Myself ate up the sandwiches,
While I drank up the tea;
‘Twas also I
Who ate the pie
And passed the cake to me.
I couldn’t get over how great this poem was: the rollicking music, the rhyme of “me” and “tea,” “I” and “pie,” and the change-up from three beats to two in the lines ending “small” and “all.” But even more than the music, I loved how one child could become three of the most delightful friends. How delicious to enjoy one’s own company so, and eat all the treats and drink all the tea and still feel as though one had not been a hog, because a tea party is ever-so civilized. Like a polite guest, you’d shared.
Me: “Oh, hello. May I offer you a sandwich?

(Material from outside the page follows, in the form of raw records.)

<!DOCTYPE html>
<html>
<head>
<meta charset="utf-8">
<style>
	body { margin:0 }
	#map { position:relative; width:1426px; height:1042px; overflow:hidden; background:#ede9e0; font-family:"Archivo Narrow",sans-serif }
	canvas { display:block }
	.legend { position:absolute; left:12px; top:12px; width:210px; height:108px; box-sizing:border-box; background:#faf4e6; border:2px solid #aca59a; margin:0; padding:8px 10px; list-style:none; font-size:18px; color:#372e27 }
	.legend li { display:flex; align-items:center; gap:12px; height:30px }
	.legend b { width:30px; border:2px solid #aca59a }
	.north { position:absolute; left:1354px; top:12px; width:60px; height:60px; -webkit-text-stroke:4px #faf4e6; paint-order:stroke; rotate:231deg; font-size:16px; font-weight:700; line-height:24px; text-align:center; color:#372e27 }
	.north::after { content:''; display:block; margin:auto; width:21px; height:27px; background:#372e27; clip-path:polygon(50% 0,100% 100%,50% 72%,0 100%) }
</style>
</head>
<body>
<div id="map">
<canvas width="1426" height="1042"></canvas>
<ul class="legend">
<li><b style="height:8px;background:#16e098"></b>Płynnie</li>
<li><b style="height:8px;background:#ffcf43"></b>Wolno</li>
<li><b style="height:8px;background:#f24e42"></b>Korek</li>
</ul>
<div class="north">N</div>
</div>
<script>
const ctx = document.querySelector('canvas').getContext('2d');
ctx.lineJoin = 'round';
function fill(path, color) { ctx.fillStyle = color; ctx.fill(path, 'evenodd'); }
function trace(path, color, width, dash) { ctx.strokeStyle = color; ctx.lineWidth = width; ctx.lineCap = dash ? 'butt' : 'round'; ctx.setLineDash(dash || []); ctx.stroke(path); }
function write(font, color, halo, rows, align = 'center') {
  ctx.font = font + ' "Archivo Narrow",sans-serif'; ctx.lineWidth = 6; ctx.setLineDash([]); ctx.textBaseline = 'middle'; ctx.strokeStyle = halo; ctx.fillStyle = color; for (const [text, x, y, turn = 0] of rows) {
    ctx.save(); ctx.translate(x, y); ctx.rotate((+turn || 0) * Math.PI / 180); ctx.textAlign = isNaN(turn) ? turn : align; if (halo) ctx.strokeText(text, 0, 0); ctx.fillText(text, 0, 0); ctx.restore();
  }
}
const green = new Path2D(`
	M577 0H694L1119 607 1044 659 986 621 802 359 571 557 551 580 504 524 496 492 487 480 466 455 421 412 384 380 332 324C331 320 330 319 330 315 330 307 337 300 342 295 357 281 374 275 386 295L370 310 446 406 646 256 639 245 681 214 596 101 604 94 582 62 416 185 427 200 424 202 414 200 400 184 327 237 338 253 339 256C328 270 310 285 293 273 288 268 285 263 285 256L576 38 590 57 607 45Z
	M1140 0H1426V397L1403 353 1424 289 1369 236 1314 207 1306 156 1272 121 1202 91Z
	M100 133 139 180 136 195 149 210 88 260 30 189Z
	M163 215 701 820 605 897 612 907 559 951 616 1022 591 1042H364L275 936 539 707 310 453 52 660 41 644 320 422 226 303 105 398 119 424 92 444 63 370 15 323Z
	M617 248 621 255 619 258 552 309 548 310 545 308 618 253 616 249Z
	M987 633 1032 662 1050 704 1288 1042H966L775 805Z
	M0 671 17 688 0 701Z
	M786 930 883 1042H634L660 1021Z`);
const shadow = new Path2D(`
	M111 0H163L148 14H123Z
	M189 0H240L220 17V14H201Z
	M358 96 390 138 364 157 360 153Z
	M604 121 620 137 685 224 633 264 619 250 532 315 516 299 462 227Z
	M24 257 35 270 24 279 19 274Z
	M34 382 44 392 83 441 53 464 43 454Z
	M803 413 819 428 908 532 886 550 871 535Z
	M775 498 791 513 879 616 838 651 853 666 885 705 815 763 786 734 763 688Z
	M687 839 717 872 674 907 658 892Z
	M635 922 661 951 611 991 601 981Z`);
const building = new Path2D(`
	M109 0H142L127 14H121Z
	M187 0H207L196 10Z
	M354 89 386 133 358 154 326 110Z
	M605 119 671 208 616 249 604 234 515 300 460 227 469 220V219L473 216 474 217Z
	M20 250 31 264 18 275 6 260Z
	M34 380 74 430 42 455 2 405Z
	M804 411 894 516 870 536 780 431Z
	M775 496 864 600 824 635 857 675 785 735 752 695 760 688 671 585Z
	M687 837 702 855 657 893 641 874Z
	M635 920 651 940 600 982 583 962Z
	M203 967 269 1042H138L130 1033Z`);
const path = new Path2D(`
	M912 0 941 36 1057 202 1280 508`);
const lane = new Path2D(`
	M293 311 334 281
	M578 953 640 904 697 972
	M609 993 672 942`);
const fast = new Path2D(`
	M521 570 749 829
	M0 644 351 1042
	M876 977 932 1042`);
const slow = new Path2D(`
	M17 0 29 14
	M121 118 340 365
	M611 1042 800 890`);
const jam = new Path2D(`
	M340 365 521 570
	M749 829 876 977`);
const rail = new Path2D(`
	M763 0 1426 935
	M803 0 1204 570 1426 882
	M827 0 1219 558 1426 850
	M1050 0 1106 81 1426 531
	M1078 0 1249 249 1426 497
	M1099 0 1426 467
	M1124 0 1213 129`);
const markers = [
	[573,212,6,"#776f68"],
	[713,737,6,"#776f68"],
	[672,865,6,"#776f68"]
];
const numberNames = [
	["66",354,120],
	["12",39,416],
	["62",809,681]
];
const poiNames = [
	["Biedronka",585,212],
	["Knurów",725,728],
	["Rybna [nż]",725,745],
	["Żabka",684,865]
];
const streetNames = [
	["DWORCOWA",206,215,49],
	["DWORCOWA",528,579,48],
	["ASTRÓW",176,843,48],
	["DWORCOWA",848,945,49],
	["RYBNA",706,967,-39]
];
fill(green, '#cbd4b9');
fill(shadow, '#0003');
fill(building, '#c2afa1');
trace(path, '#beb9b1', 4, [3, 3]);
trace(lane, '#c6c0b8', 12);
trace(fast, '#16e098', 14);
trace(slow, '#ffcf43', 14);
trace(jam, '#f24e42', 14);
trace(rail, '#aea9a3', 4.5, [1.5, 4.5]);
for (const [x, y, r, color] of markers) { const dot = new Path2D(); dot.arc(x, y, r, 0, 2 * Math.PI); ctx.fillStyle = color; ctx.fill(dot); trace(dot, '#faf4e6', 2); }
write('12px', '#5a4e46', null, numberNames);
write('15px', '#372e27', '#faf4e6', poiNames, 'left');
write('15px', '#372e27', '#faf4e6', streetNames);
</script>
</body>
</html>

Myself: “Oh yes, that would be lovely. Thank you.”
Me Again: “Oh, you’re quite welcome. Cake?”
I: “Oh, thank you. I do believe I will.”
I loved this poem so much, I had to have it. So I got to work. I read a line out loud, closed my eyes and repeated it, read the next line and repeated it, looked at the ceiling and repeated them both together, moved on to the third. And then the fourth. If I forgot and had to peek, I made myself start all over. Line by line, rhyme by rhyme, I learned that poem by heart. What a lovely phrase, “by heart.” And that’s exactly what it is, a heart poem. A by-my-heart poem. Ready whenever the occasion calls. It may not be a great poem, but I’ll never lose it.
This week in Slow Book land, browse a shelf. Find a poem that sings to you. Learn it by heart. Then gather together your closest friends, recite your poem, and discover the magic of the tea party poem: you give something away, and you still have it. And when the recitation is over, be sure to pass some cake and eat some pie and drink up all the tea.